Work request
Up to and including the line with "For a GIS import: What", return every line from the start of the entries below exactly.
+++ Data listing +++
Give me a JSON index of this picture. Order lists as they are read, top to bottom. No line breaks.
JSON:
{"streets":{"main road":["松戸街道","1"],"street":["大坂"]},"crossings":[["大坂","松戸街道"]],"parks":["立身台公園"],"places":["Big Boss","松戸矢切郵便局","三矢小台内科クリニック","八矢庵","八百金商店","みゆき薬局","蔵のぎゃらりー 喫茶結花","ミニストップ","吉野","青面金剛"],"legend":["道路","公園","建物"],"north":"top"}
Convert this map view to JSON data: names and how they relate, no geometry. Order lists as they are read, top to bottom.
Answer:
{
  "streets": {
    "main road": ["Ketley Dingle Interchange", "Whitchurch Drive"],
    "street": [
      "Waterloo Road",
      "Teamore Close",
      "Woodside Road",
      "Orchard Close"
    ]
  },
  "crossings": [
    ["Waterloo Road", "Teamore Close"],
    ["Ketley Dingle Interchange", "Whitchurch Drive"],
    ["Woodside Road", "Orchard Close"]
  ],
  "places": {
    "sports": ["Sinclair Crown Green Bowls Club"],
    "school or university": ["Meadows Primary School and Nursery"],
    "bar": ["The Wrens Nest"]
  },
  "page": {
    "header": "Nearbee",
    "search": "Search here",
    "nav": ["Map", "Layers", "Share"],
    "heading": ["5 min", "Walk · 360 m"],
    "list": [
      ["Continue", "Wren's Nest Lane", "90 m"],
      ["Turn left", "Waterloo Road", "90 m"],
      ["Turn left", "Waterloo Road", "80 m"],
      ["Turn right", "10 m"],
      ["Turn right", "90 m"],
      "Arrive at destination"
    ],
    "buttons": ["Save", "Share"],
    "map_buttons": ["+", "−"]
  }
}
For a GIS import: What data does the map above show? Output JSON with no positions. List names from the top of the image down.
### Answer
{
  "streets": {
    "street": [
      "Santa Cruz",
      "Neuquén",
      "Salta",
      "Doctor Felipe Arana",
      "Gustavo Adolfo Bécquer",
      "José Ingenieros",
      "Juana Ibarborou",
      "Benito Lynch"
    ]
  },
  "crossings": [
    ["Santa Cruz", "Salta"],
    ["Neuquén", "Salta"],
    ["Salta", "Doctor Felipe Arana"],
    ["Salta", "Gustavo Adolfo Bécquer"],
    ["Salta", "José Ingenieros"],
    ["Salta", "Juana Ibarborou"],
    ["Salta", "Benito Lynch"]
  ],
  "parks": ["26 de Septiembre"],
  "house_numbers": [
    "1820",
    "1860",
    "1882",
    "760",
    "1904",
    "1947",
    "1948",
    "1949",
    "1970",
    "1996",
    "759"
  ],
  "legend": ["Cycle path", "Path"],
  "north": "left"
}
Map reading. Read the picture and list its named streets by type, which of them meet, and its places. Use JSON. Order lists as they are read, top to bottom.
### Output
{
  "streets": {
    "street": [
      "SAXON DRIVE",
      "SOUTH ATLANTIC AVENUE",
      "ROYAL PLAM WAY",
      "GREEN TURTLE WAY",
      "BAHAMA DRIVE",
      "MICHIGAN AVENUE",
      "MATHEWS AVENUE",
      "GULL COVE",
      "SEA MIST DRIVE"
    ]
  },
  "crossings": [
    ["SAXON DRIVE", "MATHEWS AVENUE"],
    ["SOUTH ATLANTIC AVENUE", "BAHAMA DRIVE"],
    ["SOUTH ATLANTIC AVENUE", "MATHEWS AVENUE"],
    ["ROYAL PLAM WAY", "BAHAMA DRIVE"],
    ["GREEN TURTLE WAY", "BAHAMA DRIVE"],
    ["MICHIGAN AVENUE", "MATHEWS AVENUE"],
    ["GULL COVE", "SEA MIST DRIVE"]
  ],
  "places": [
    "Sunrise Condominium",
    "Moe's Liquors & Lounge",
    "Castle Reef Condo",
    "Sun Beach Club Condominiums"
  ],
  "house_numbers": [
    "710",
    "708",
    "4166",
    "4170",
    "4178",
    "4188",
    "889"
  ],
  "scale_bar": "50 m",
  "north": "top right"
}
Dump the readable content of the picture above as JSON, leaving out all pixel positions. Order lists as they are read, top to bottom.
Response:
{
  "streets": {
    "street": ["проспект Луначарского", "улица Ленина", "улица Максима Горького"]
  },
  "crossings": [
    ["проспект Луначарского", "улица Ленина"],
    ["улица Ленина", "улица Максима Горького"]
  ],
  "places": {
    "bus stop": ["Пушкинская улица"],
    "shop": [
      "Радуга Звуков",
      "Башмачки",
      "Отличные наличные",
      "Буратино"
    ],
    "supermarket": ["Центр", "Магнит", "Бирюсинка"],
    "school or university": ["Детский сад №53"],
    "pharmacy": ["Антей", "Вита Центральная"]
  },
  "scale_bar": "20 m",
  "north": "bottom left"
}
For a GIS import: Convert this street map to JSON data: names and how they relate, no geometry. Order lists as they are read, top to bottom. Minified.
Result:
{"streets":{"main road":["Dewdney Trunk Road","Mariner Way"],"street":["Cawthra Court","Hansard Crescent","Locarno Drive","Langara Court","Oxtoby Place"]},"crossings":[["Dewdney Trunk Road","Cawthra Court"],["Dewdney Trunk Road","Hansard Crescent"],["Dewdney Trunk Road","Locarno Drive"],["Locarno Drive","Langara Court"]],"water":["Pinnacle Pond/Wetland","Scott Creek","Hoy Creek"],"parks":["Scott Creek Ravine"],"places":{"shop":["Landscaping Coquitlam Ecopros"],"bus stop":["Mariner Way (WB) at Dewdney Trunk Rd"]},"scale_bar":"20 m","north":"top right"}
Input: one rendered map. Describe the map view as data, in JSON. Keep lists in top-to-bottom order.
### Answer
+++
Written answer
Give me a JSON index of this picture. Order lists as they are read, top to bottom. No line breaks.
JSON:
{"streets":{"main road":["松戸街道","1"],"street":["大坂"]},"crossings":[["大坂","松戸街道"]],"parks":["立身台公園"],"places":["Big Boss","松戸矢切郵便局","三矢小台内科クリニック","八矢庵","八百金商店","みゆき薬局","蔵のぎゃらりー 喫茶結花","ミニストップ","吉野","青面金剛"],"legend":["道路","公園","建物"],"north":"top"}
Convert this map view to JSON data: names and how they relate, no geometry. Order lists as they are read, top to bottom.
Answer:
{
  "streets": {
    "main road": ["Ketley Dingle Interchange", "Whitchurch Drive"],
    "street": [
      "Waterloo Road",
      "Teamore Close",
      "Woodside Road",
      "Orchard Close"
    ]
  },
  "crossings": [
    ["Waterloo Road", "Teamore Close"],
    ["Ketley Dingle Interchange", "Whitchurch Drive"],
    ["Woodside Road", "Orchard Close"]
  ],
  "places": {
    "sports": ["Sinclair Crown Green Bowls Club"],
    "school or university": ["Meadows Primary School and Nursery"],
    "bar": ["The Wrens Nest"]
  },
  "page": {
    "header": "Nearbee",
    "search": "Search here",
    "nav": ["Map", "Layers", "Share"],
    "heading": ["5 min", "Walk · 360 m"],
    "list": [
      ["Continue", "Wren's Nest Lane", "90 m"],
      ["Turn left", "Waterloo Road", "90 m"],
      ["Turn left", "Waterloo Road", "80 m"],
      ["Turn right", "10 m"],
      ["Turn right", "90 m"],
      "Arrive at destination"
    ],
    "buttons": ["Save", "Share"],
    "map_buttons": ["+", "−"]
  }
}
For a GIS import: What data does the map above show? Output JSON with no positions. List names from the top of the image down.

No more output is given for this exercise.